Welcome to the Great Green North
Space satellites show Arctic awash in grass and flowers
It’s true: the Arctic is more green in summer — although this greening may be a sign that global warming will hit the world more quickly and harder than previously forecast.
Anyone looking around last summer in Iqaluit saw an amazing carpet of soft green grasses and thousands of colourful flowers.
This sight is even visible from space, where satellites circling the polar regions have picked up an increasing amount of vegetation in the higher latitudes during the summer.
A new study of these satellite images confirms the tundra is becoming, on average, greener from one year to the next. Analyses of a 22-year record of satellite observations show that for about 10 years the high latitudes have been greening in response to the warmer temperatures — that is, tundra vegetation is starting to grow earlier in the spring and continuing to grow more intensely during the summer
All land surfaces above 50° N, excluding the glaciers of Greenland, were included in a study in the current issue of Earth Interactions.
“Greening is, in fact, happening in the tundra areas — they are greener in the summer than they have ever been before,” said Andrew Bunn, a scientist at the Woods Hole Research Centre in Massachusetts, and one of the authors of this study.
But this same growth and greening isn’t happening over big chunks of boreal forest to the south.
Even after masking out the impact from forest fires, Bunn said he was surprised to see sub-Arctic boreal forests are not thriving.
During the first 10 years of warming temperatures, boreal forests grew vigorously, but, from 1994 to 2002, growth in many places slowed as temperatures climbed and the forest dried out.
“We can’t really decide why it’s happening,” Bunn said. “We find more greenness in the spring, but this seems to be canceling out in the late part of the summer when we find browning.”
This suggests vegetation is responding to climate change in unexpected ways and the ability of boreal forests to capture and store the greenhouse gas carbon dioxide in a warmer world will not live up to previous expectations.

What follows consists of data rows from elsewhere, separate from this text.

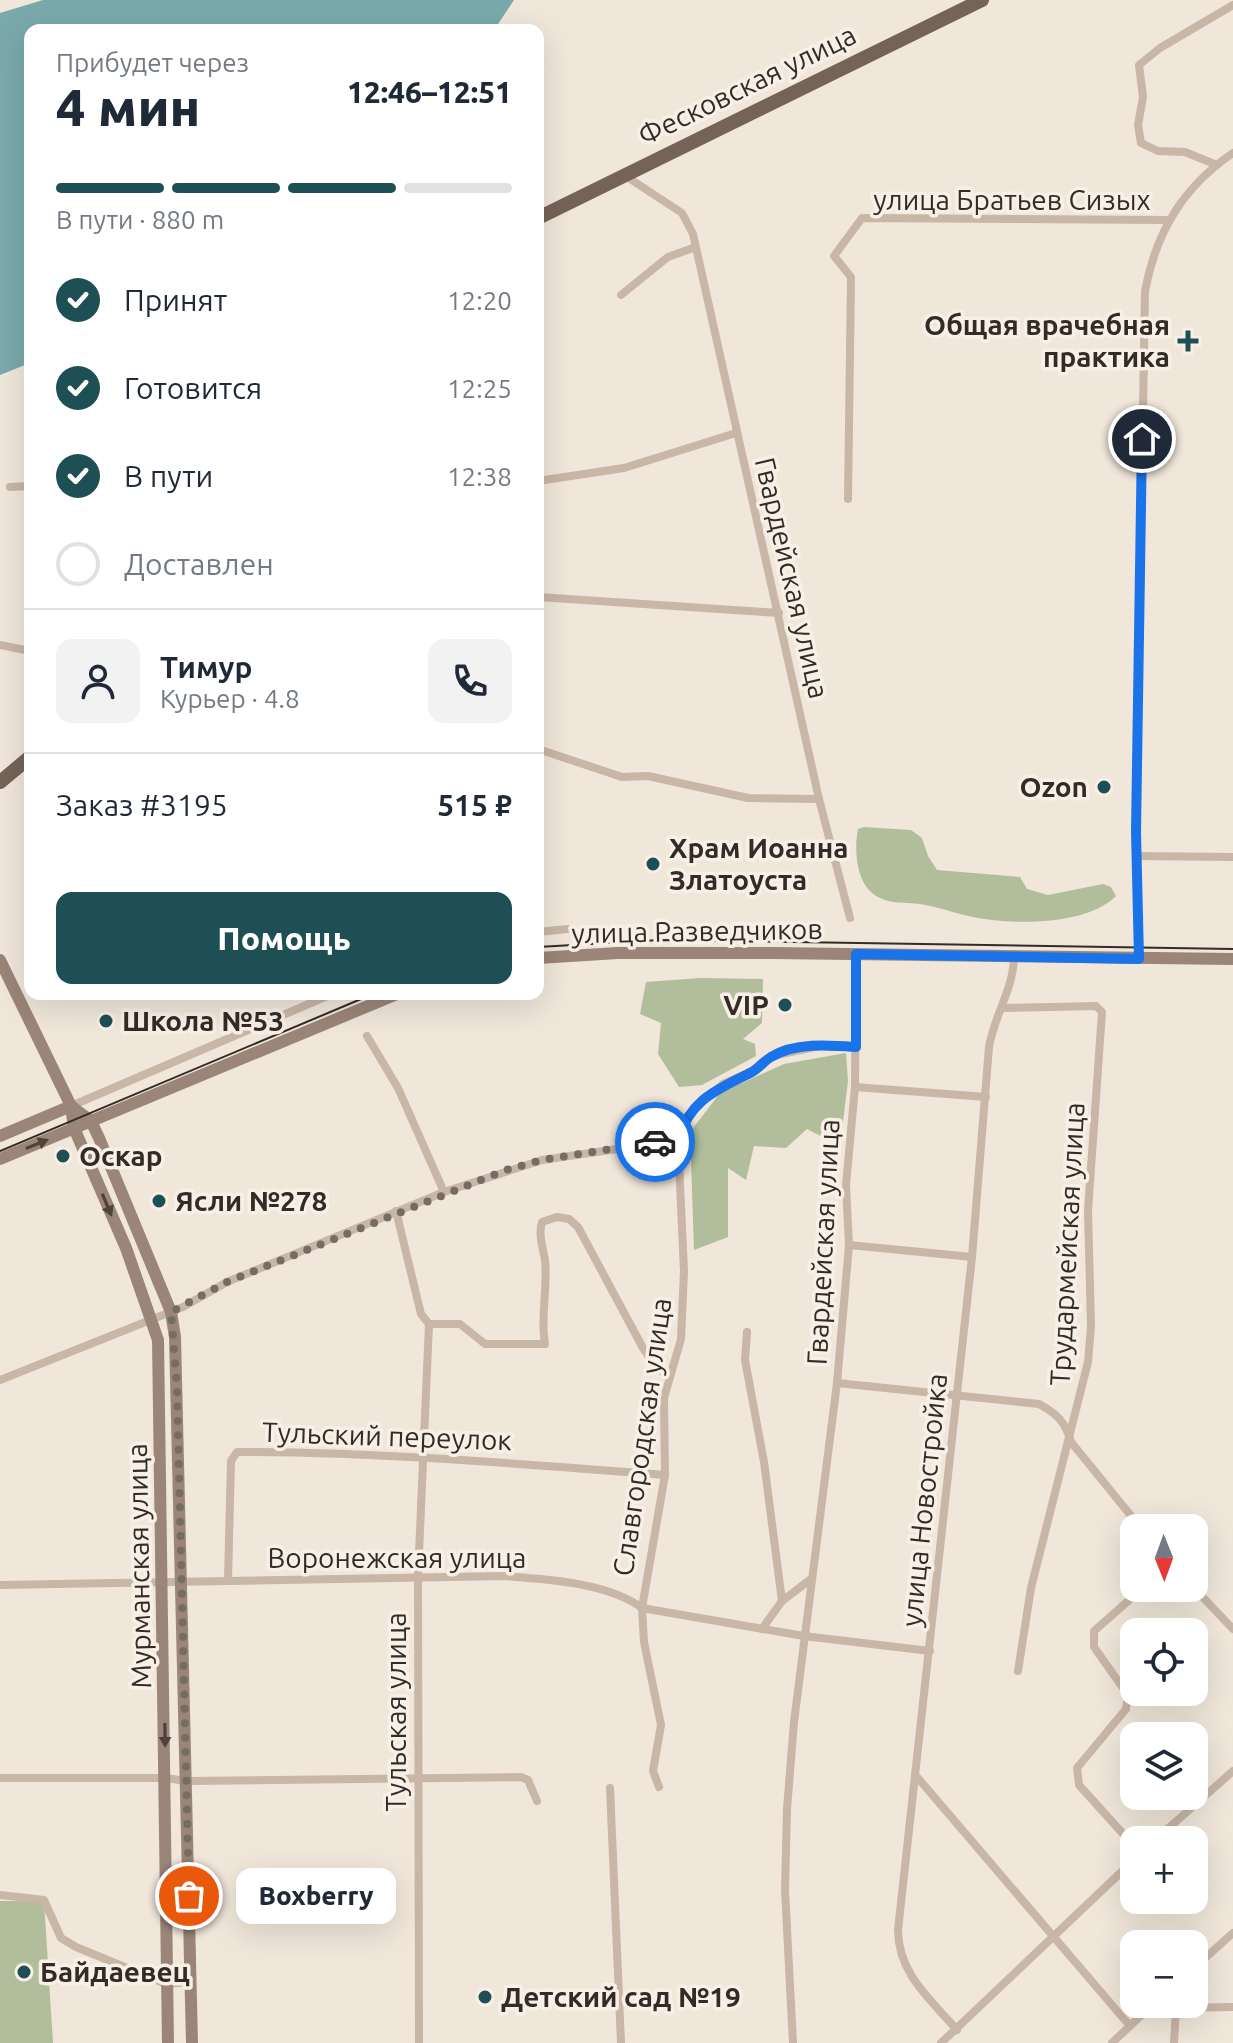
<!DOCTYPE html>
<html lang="ru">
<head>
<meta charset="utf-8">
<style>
  body { margin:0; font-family:Ubuntu,sans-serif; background:#f2f2f3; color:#1f2937; height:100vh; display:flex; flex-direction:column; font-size:30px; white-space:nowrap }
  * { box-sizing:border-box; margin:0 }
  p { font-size:26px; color:#747a83 }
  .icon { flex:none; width:44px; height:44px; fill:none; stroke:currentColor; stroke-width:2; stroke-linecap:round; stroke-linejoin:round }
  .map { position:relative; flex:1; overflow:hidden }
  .side { position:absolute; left:24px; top:24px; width:520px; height:976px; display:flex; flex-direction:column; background:#fff; border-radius:16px; box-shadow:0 8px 32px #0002 }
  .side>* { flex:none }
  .needle { width:52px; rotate:179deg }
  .fabs { position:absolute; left:1120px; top:1514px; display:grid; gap:16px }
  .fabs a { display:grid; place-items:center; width:88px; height:88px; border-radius:16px; background:#fff; box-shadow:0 8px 32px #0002; font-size:40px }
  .pin { position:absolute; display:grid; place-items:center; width:68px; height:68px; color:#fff; margin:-34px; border:4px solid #fff; border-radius:50%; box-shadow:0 2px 8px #0007 }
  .courier { position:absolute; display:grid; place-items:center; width:80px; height:80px; margin:-40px; border:6px solid #1a73e8; border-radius:50%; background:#fff; color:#222; box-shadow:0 2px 10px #0007 }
  .bubble { position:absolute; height:56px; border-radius:16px; background:#fff; box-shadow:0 8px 32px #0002; font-size:26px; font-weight:800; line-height:56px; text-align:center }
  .headline em { font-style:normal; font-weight:800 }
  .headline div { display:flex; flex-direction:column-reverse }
  .headline { display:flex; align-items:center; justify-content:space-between; height:136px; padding:0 32px }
  h1 { font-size:52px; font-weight:800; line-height:60px }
  .bar { display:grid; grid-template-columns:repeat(4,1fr); gap:12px 8px; align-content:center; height:96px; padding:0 32px }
  .bar i { height:10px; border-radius:6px; background:#e0e1e3 }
  .bar .on { background:#1e4f54 }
  .bar p { grid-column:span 4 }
  .line { display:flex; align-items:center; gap:20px; padding:0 32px; border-top:2px solid #e0e1e3 }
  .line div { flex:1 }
  .round { display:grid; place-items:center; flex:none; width:84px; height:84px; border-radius:16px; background:#f2f2f3 }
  ol { padding:0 32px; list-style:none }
  li { display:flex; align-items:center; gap:24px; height:88px }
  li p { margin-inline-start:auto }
  li .icon { padding:8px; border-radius:50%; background:#1e4f54; color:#fff; stroke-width:4 }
  li:last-child { color:#747a83 }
  li i { width:44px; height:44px; border:4px solid #e0e1e3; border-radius:50% }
  .action { display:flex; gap:16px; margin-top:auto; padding:16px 32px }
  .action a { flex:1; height:92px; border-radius:16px; background:#1e4f54; color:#fff; font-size:32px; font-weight:800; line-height:92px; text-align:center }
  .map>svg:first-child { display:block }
  .green { fill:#b2be9b }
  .water { fill:#7aa9ac }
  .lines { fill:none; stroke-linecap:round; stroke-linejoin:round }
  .street { stroke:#c8b6a6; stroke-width:8 }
  .secondary { stroke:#9b8578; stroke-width:12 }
  .primary { stroke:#756358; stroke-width:14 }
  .tram { stroke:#342b27; stroke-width:2 }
  .oneway { fill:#4e423b }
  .done { stroke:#766c66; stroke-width:8; stroke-dasharray:0 14.4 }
  .route { stroke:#1a73e8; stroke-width:10 }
  .poi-dot { fill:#1e4f54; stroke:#f8f0e6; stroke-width:3 }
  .labels { text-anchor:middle; stroke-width:7; stroke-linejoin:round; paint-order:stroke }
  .street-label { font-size:28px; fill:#342b27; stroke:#f8f0e6 }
  .poi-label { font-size:28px; font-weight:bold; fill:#342b27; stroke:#f8f0e6; text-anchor:start }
</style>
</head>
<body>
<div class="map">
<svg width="1233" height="2043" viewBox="0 0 1233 2043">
  <rect width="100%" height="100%" fill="#f0e6da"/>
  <g class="green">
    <path d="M864,827l47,3 11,8 6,18 9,14 83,7 7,12 21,6 55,-11 8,3 5,9c-30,30 -104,29 -143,21 -16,-3 -31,-9 -48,-12 -19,-4 -37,1 -53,-12 -16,-13 -18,-45 -14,-64z"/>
    <polygon points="700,978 763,979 762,1023 743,1039 755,1044 756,1056 702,1085 679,1087 658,1054 661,1023 640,1014 646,982"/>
    <polygon points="846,1053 848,1081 840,1146 807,1129 786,1148 754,1146 746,1180 728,1168 728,1237 694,1250 690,1132 720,1093 784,1064"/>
    <polygon points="0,1901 44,1901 53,2043 0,2043"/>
  </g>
  <polygon class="water" points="43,0 514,0 494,30 30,30 30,363 0,375 0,13"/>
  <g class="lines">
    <g class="street">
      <polyline points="1217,165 1185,152 1158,151 1141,143 1138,125 1143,97 1139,65 1160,48 1233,5"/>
      <polyline points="624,175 682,213 693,234 819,799 850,918"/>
      <polyline points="621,295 668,257 693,248"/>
      <polyline points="538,481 624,468 736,433"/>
      <polyline points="10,487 30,486"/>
      <polyline points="848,499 851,277 834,256 862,218 1168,220"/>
      <polyline points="538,597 779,613"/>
      <polyline points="0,645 30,651"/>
      <polyline points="538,749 622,777 648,776 748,798 819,799"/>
      <polyline points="1136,856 1233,857"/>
      <polyline points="538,932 568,929"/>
      <path d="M1139,959l-3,-127 9,-541c11,-59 38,-104 88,-138"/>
      <polyline points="1001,1008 1096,1006 1102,1012 1088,1211 1091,1326 1088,1362 1031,1588 1018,1671"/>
      <polyline points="367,1036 398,1088 444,1192"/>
      <polyline points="855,1087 986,1097"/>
      <polyline points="71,1106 332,994"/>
      <polyline points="396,1211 421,1314 429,1324 418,1576 419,2043"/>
      <polyline points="849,1245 972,1257"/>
      <path d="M429,1324h31l25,20h60c-5,-28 3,-55 0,-84 -2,-12 -7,-26 -3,-38l15,-5 12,2 9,8 65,121 12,18 14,11"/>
      <polyline points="747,1332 745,1360 764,1462 782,1601"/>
      <polyline points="0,1380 183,1307 227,1282 444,1192 542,1160 678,1140"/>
      <path d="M837,1383l202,21c18,10 26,17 32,38l70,86"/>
      <path d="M228,1580l3,-119 6,-9c143,0 285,12 428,23"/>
      <path d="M0,1585l505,-9c43,4 102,6 137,32l162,28 126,15"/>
      <polyline points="1194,1588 1233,1629"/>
      <polyline points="762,1629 782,1601 811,1579"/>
      <polyline points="917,1777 1130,2026"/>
      <polyline points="0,1778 166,1778 186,1781 521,1777 528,1780 537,1801"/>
      <polyline points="659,1787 653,1771 661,1725 644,1642 642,1608 665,1475 664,1398 681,1339 684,1271 678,1140 685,1119 696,1107 723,1084 755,1070 772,1056 824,1045 856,1047"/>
      <polyline points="610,1788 621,2043"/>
      <polyline points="1155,1840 1233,1771"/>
      <polyline points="1134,1846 1079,1785 1077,1768 1126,1709 1128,1695 1094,1647 1094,1631 1143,1588"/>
      <polyline points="0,1895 44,1900 61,1938 76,1947 166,1984 191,1982"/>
      <polyline points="1194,1968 1233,1933"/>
      <polyline points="1171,2004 1176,2008 1233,2007"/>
      <path d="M957,2030c-27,-31 -59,-57 -59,-100l74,-673 17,-210c5,-31 24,-57 25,-89"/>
      <polyline points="793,2043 785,1890 787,1809 794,1722 837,1383 849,1245 846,1185 855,1087 856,954"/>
      <polyline points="941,2043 1134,1860"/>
      <polyline points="1112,2043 1153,2004"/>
      <polyline points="1174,2043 1176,2008"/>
    </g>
    <g class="secondary">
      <polyline points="538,958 618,953 774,953 1233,959"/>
      <polyline points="0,960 71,1106 74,1128 126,1248 158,1340 168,2043"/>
      <polyline points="71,1106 91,1121 99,1138 171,1312 175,1337 192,2043"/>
      <polyline points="0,1136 71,1106"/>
      <polyline points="0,1159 397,994"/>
    </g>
    <g class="primary">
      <polyline points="538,218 982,0"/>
      <polyline points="0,782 30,757"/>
    </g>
    <g class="tram">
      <polyline points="538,947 660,940 1233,949"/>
      <polyline points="0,1151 373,994"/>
    </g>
  </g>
  <defs><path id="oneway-solid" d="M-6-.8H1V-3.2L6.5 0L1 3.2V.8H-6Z" transform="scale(2)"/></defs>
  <g class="oneway">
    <use href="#oneway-solid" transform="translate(37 1144) rotate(-22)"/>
    <use href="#oneway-solid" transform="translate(107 1205) rotate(67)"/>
    <use href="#oneway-solid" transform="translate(165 1735) rotate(89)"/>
  </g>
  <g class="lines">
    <polyline class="done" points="189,1896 177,1387 171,1312 227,1282 506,1170 542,1160 655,1142"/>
    <path class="route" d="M655,1142l23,-2c12,-41 39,-50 74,-68 7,-4 12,-11 19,-15 23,-15 59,-12 85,-10v-93l283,5 -3,-127 6,-393"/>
  </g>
  <g class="poi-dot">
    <path d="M1184 329h8v8h8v8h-8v8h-8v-8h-8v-8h8z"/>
    <circle cx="1104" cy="787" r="8"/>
    <circle cx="653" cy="864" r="8"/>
    <circle cx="785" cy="1005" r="8"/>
    <circle cx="106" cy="1021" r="8"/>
    <circle cx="63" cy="1156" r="8"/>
    <circle cx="159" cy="1201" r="8"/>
    <circle cx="24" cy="1972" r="8"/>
    <circle cx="485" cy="1997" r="8"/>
  </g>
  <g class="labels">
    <g class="street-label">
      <text transform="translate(747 85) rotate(-26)" y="10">Фесковская улица</text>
      <text x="1012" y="210">улица Братьев Сизых</text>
      <text transform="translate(792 578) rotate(77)" y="10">Гвардейская улица</text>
      <text transform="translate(697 931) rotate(-1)" y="10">улица Разведчиков</text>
      <text transform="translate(823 1242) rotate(-87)" y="10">Гвардейская улица</text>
      <text transform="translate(1067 1244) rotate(-87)" y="10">Трудармейская улица</text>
      <text transform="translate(387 1436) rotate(2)" y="10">Тульский переулок</text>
      <text transform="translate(642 1437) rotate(-82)" y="10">Славгородская улица</text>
      <text transform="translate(924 1500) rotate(-84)" y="10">улица Новостройка</text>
      <text x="397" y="1568">Воронежская улица</text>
      <text transform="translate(139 1566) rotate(-91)" y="10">Мурманская улица</text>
      <text transform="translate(396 1712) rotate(-90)" y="10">Тульская улица</text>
    </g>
    <g class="poi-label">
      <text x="1170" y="335" text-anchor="end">Общая врачебная<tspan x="1170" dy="32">практика</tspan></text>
      <text x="1088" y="797" text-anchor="end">Ozon</text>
      <text x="669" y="858">Храм Иоанна<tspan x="669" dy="32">Златоуста</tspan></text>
      <text x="769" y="1015" text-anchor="end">VIP</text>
      <text x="122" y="1031">Школа №53</text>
      <text x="79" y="1166">Оскар</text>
      <text x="175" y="1211">Ясли №278</text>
      <text x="40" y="1982">Байдаевец</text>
      <text x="501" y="2007">Детский сад №19</text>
    </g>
  </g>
</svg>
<div class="fabs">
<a><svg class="needle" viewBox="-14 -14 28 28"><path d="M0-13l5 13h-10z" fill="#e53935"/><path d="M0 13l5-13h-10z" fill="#747a83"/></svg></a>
<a><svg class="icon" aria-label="locate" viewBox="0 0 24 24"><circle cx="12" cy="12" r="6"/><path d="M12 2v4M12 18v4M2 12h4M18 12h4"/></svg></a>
<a><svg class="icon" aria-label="layers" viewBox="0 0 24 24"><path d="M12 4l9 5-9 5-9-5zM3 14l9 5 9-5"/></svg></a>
<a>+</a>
<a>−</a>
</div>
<div class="pin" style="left:189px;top:1896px;background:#ea580c"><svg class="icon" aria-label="bag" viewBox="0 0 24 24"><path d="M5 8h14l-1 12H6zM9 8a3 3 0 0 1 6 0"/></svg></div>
<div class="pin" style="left:1142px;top:439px;background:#1f2937"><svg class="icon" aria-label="home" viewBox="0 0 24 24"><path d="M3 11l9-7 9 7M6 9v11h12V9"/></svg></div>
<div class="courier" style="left:655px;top:1142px"><svg class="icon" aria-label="car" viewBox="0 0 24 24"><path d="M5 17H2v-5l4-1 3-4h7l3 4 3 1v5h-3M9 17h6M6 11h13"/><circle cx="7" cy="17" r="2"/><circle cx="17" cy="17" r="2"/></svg></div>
<div class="bubble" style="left:236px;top:1868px;width:160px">Boxberry</div>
<section class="side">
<div class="headline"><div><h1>4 мин</h1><p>Прибудет через</p></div><em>12:46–12:51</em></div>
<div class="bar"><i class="on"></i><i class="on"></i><i class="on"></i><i></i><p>В пути · 880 m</p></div>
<ol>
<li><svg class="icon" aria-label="check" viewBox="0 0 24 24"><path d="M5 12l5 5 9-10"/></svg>Принят<p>12:20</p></li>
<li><svg class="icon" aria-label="check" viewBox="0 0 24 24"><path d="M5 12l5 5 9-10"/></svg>Готовится<p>12:25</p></li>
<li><svg class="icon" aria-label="check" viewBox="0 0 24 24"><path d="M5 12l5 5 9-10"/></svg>В пути<p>12:38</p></li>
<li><i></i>Доставлен</li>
</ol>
<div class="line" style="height:144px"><a class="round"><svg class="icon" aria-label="person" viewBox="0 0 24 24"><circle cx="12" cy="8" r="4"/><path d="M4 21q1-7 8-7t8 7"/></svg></a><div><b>Тимур</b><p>Курьер · 4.8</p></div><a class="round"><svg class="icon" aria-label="phone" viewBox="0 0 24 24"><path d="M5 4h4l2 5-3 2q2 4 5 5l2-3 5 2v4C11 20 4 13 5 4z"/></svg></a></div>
<div class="line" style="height:104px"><div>Заказ #3195</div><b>515 ₽</b></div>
<div class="action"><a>Помощь</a></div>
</section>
</div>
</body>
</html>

“It’s suggesting that the simple idea that we just turn up the heat a little bit, and the boreal forests will be able to store more carbon into the ground doesn’t work,” Bunn said.
Carbon dioxide molecules now make up about 380 parts of every million parts of air. That’s well above other levels from the past 400,000 years, all of which topped out at less than 300 ppm, according to analysis of air bubbles in ancient ice cores.
If these forests aren’t storing more carbon dioxide in their soil and trunks and the greening tundra regions are releasing more carbon dioxide into the atmosphere from the warmer soil, global warming may speed up and intensify.
“In terms of managing the atmosphere we’d probably like the situation to be reversed,” Bunn said. “We’d like the tundra not to be releasing carbon [dioxide] and we’d like the forests to be storing carbon [dioxide].”
A little over 30 percent of the world’s forests are in the Far North, with boreal forests covering 17 per cent of the world’s land surface area, so northern forests are a big storage area for carbon dioxide.
But the sub-Arctic may simply be getting “too hot for trees,” he said, which means scientists will have to re-think how the world will handle increasing emissions of carbon dioxide.